Study: Facial recognition AI's alright, if you're cisgender and white

I am a white cisgender man. I can unlock my phone, log in to my bank account and quickly go through the border patrol checkpoints with my face with an accuracy of 98 percent.

Facial recognition software is ideal for people who look like me. Of course, I still face the same existential dangers as everyone else: in the United States and China we live in a state of total vigilance. The police can track us without a court order and put us into categories and groups as "dissident" or "anti-police", without even investigating us. If I show my face in public, they are probably following me. But that doesn't make me special.

What makes me special is that I look like a white man. My beard, short hair and other features remind facial recognition software that I am the "default" when it comes to how AI classifies people.
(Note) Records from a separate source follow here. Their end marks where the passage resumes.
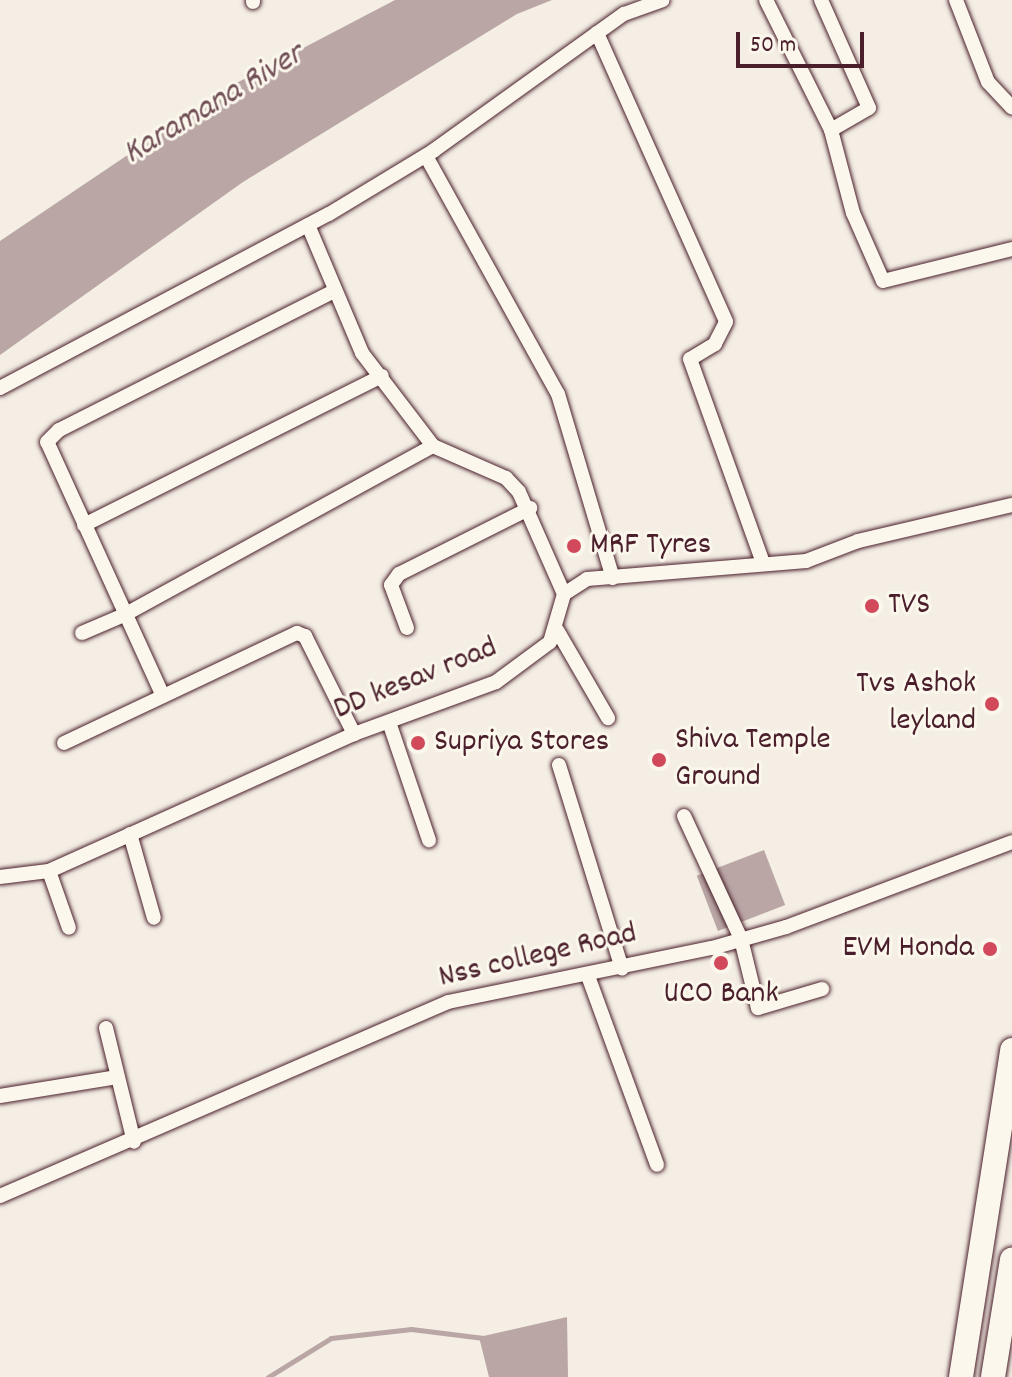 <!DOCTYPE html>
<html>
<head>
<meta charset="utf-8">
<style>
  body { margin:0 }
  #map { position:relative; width:1012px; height:1377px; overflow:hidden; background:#f4eee4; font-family:Dekko,sans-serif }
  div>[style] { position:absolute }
  .water>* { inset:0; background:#baa7a5; transform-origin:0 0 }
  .stream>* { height:5px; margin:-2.5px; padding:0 2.5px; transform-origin:2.5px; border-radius:2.5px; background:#baa7a5 }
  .roads { filter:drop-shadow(0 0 2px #4a1f2b) drop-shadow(0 0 2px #4a1f2b) }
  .minor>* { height:14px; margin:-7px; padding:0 7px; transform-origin:7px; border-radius:7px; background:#fbf7ec }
  .primary>* { height:24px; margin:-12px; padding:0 12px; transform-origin:12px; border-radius:12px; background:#fbf7ec }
  .dots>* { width:22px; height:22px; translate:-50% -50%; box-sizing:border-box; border:4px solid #fbf7ec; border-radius:50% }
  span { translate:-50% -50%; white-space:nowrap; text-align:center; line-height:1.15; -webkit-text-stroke:6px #fbf7ec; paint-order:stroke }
  .poi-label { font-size:32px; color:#4a1f2b }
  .left { translate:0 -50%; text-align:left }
  .right { translate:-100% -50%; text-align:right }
  .street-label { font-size:32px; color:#4a1f2b }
  .water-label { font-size:34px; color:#714f56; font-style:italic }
  .scale { position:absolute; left:736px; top:32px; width:128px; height:36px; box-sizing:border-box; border:4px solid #4a1f2b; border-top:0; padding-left:10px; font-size:24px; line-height:28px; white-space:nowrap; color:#4a1f2b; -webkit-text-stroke:6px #fbf7ec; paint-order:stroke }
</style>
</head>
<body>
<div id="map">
  <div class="water">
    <i style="clip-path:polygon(395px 0,552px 0,517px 14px,243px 182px,0 355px,0 241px,227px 88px)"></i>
    <i style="left:764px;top:850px;width:59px;height:72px;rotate:69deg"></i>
    <i style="clip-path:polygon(567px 1317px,568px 1377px,489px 1377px,479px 1337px)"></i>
  </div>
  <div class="stream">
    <i style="left:268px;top:1377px;width:74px;rotate:-31.8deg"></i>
    <i style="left:331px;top:1338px;width:81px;rotate:-6.4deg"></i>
    <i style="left:411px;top:1329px;width:73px;rotate:7.1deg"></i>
  </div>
  <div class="roads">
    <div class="minor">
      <i style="left:253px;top:0;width:2px;rotate:90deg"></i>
      <i style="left:766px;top:0;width:145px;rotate:63.4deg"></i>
      <i style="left:831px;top:130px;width:86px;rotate:75.2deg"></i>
      <i style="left:853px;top:213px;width:74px;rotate:66.2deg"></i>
      <i style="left:883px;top:281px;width:133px;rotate:-13.9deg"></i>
      <i style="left:821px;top:0;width:118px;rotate:66deg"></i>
      <i style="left:869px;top:108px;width:44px;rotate:149.9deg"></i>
      <i style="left:956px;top:0;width:88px;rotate:68.7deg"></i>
      <i style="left:988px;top:82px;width:35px;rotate:47deg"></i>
      <i style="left:597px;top:33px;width:316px;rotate:65.9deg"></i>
      <i style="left:726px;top:322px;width:25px;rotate:117deg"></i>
      <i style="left:715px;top:344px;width:29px;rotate:149deg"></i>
      <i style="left:690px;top:359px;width:217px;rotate:70.3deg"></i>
      <i style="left:426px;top:156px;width:272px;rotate:61deg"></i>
      <i style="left:558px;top:394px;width:192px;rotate:73.4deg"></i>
      <i style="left:308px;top:225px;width:139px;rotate:67.1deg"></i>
      <i style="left:362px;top:353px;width:117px;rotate:52.6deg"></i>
      <i style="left:433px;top:446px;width:80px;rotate:23.7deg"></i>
      <i style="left:506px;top:478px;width:19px;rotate:47deg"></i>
      <i style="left:519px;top:492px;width:111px;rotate:66.2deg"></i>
      <i style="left:0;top:388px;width:372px;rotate:-27.9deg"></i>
      <i style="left:329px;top:214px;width:122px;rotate:-31.2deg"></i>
      <i style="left:433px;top:151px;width:235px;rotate:-35.7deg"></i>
      <i style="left:624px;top:14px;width:41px;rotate:-19.7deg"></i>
      <i style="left:84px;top:525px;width:333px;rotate:-26.6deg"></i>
      <i style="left:407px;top:628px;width:46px;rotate:-110.4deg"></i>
      <i style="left:391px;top:585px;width:14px;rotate:-54deg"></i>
      <i style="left:399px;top:574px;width:147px;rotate:-26.7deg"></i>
      <i style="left:557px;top:630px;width:102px;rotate:59.9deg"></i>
      <i style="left:82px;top:633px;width:46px;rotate:-23.2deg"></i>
      <i style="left:124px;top:615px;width:352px;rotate:-28.7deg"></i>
      <i style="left:163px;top:696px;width:279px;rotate:-114.5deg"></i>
      <i style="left:47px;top:442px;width:17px;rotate:-45deg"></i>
      <i style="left:59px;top:430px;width:308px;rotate:-26.8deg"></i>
      <i style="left:389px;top:722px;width:125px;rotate:71.3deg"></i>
      <i style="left:64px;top:743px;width:258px;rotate:-25.3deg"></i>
      <i style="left:297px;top:633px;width:9px;rotate:21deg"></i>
      <i style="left:305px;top:636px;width:110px;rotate:63.4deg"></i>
      <i style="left:559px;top:765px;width:213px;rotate:72.8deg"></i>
      <i style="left:684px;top:816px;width:136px;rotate:65.1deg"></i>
      <i style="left:741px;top:939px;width:71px;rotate:76.2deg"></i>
      <i style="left:758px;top:1008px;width:67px;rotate:-16.5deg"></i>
      <i style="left:130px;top:834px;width:87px;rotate:74.1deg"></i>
      <i style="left:49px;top:871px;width:60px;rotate:70.7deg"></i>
      <i style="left:0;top:877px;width:49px;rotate:-7deg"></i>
      <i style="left:49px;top:871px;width:334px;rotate:-24.2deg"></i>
      <i style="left:354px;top:734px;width:151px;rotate:-20.1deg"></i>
      <i style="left:496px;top:682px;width:67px;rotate:-36.5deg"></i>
      <i style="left:550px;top:642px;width:50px;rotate:-73.7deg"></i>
      <i style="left:564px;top:594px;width:27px;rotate:-33deg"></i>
      <i style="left:587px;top:579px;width:220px;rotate:-4.7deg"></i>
      <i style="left:806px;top:561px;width:56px;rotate:-21deg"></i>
      <i style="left:858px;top:541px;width:158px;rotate:-13.2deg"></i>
      <i style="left:588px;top:976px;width:201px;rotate:69.9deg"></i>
      <i style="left:106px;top:1028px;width:117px;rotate:76.2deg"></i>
      <i style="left:0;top:1096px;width:119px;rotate:-9.2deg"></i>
      <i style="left:0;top:1196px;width:488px;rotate:-23.4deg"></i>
      <i style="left:448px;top:1002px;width:269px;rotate:-11.6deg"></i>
      <i style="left:712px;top:948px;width:77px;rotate:-15.8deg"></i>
      <i style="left:786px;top:927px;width:241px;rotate:-20.6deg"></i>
    </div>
    <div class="primary">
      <i style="left:961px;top:1377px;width:331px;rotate:-81.1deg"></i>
      <i style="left:993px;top:1377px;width:119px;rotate:-80.8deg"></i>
    </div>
  </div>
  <div class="dots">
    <i style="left:574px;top:546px;background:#d1495b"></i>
    <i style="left:872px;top:606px;background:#d1495b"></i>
    <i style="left:992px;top:704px;background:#d1495b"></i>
    <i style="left:418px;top:743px;background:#d1495b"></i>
    <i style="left:659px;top:760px;background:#d1495b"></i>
    <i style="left:990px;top:949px;background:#d1495b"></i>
    <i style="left:721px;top:963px;background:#d1495b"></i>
  </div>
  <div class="poi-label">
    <span class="left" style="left:590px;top:546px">MRF Tyres</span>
    <span class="left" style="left:888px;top:606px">TVS</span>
    <span class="right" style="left:976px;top:704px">Tvs Ashok<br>leyland</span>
    <span class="left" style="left:675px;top:760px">Shiva Temple<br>Ground</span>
    <span class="left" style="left:434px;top:743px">Supriya Stores</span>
    <span class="right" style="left:974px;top:949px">EVM Honda</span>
    <span style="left:721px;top:995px">UCO Bank</span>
  </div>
  <div class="street-label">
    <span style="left:416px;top:680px;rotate:-22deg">DD kesav road</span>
    <span style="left:538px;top:957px;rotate:-13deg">Nss college Road</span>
  </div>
  <div class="water-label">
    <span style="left:214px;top:105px;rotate:-31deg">Karamana River</span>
  </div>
  <div class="scale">50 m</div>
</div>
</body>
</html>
If I were black, brown, a woman, transgender or non-binary, "AI" would have difficulties or not identify me. And, in this domain, that means that cutting-edge technology from Microsoft, Amazon, IBM and others inherently discriminates against anyone who doesn't look like me.

Unfortunately, advocates of facial recognition often do not see this as a problem. Scientists at the University of Boulder in Colorado recently conducted a study to show how badly AI performs when trying to recognize the faces of transgender and non-binary people. This is a problem that has been framed as horrible by people who believe that AI should work for everyone, and "is not a problem" by those who think only in unnatural binary terms.